§ AVAILABLE RECORDS:

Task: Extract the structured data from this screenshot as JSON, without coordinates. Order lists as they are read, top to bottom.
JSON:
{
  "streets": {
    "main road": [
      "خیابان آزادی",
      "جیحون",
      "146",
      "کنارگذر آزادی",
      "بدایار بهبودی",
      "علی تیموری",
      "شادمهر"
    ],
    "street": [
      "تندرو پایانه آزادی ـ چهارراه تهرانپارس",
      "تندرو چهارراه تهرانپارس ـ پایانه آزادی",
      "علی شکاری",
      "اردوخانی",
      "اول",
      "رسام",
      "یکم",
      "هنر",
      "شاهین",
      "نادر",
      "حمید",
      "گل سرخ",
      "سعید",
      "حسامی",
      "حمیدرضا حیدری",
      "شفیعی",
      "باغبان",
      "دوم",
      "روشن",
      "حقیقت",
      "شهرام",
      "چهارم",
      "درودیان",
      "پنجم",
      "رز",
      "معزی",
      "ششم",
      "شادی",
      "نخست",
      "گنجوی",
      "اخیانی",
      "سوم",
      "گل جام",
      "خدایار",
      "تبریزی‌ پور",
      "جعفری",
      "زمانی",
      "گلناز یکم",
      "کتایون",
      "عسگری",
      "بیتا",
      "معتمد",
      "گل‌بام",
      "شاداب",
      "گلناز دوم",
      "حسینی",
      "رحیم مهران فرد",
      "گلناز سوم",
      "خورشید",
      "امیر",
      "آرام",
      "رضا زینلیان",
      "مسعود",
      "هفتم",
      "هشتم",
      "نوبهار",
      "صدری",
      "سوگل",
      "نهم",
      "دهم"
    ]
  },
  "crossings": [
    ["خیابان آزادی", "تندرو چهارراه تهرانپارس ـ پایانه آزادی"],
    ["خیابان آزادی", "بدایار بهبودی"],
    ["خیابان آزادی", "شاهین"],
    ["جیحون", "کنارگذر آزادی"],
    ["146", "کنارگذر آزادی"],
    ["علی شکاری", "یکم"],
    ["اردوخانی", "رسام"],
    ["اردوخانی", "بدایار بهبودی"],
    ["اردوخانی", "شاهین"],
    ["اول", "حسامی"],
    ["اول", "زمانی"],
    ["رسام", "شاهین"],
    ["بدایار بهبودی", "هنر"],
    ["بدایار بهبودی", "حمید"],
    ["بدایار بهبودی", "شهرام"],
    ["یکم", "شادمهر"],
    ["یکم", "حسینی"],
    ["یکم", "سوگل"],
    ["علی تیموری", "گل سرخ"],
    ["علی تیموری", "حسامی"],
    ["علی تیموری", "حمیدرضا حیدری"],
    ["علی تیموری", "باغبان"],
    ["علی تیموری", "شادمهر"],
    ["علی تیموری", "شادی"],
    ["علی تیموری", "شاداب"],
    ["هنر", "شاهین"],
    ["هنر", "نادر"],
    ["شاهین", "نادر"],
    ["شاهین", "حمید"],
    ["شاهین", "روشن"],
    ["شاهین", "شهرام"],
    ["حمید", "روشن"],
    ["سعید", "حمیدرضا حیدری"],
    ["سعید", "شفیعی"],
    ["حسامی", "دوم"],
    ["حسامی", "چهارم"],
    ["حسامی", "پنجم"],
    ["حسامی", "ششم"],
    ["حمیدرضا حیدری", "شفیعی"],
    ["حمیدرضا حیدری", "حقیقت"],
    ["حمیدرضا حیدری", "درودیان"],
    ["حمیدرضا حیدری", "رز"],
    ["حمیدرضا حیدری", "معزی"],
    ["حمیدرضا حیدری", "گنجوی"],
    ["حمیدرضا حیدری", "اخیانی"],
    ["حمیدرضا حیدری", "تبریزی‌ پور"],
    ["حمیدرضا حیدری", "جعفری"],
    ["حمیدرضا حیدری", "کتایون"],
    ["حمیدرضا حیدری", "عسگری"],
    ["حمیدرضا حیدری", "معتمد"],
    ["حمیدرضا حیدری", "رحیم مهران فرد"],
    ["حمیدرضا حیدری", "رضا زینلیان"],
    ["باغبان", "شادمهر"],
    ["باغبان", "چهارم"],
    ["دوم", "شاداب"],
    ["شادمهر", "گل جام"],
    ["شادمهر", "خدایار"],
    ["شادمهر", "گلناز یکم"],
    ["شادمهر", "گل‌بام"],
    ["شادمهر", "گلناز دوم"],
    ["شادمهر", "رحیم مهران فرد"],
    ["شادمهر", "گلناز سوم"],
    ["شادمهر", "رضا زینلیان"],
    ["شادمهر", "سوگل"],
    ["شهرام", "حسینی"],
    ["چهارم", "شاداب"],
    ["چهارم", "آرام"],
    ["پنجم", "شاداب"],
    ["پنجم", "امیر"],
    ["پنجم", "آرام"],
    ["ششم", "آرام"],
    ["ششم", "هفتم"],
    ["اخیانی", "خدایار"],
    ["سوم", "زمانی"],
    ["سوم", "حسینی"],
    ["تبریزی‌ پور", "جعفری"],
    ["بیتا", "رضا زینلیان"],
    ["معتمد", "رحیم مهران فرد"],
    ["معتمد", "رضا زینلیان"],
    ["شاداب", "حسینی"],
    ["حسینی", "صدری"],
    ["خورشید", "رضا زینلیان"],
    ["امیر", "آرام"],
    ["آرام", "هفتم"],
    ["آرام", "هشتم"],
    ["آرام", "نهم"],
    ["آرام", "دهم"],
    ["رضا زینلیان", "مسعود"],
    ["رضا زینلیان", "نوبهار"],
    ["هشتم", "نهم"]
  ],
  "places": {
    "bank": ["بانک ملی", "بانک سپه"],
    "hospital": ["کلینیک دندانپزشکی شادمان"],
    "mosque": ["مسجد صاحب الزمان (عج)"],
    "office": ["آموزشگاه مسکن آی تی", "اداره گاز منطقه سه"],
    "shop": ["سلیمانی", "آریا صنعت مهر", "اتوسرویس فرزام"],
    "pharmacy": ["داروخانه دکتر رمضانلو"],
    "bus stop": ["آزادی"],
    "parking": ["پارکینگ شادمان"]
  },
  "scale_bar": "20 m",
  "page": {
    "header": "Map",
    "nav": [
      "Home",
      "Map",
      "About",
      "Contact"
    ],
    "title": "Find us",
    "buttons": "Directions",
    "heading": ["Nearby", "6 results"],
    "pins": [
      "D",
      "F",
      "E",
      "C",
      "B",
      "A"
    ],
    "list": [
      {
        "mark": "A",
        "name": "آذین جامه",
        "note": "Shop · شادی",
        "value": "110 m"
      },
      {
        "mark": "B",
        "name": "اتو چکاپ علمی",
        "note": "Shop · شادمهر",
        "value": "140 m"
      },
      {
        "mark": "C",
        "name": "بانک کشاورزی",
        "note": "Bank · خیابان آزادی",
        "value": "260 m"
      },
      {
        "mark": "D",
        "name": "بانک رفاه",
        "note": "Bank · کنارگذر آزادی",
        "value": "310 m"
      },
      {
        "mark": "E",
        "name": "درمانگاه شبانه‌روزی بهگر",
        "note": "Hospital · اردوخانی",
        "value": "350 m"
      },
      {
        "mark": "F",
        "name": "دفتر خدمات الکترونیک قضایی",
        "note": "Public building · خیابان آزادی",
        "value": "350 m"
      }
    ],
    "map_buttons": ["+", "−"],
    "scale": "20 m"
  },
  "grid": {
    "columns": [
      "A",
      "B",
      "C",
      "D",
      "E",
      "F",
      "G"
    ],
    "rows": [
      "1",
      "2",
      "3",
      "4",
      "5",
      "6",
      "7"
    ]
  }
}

§ WHAT TO WORK ON:
Search the material for the string "گلناز" and return each line that has it.

§ THE COMPLETED TASK:
      "گلناز یکم",
      "گلناز دوم",
      "گلناز سوم",
    ["شادمهر", "گلناز یکم"],
    ["شادمهر", "گلناز دوم"],
    ["شادمهر", "گلناز سوم"],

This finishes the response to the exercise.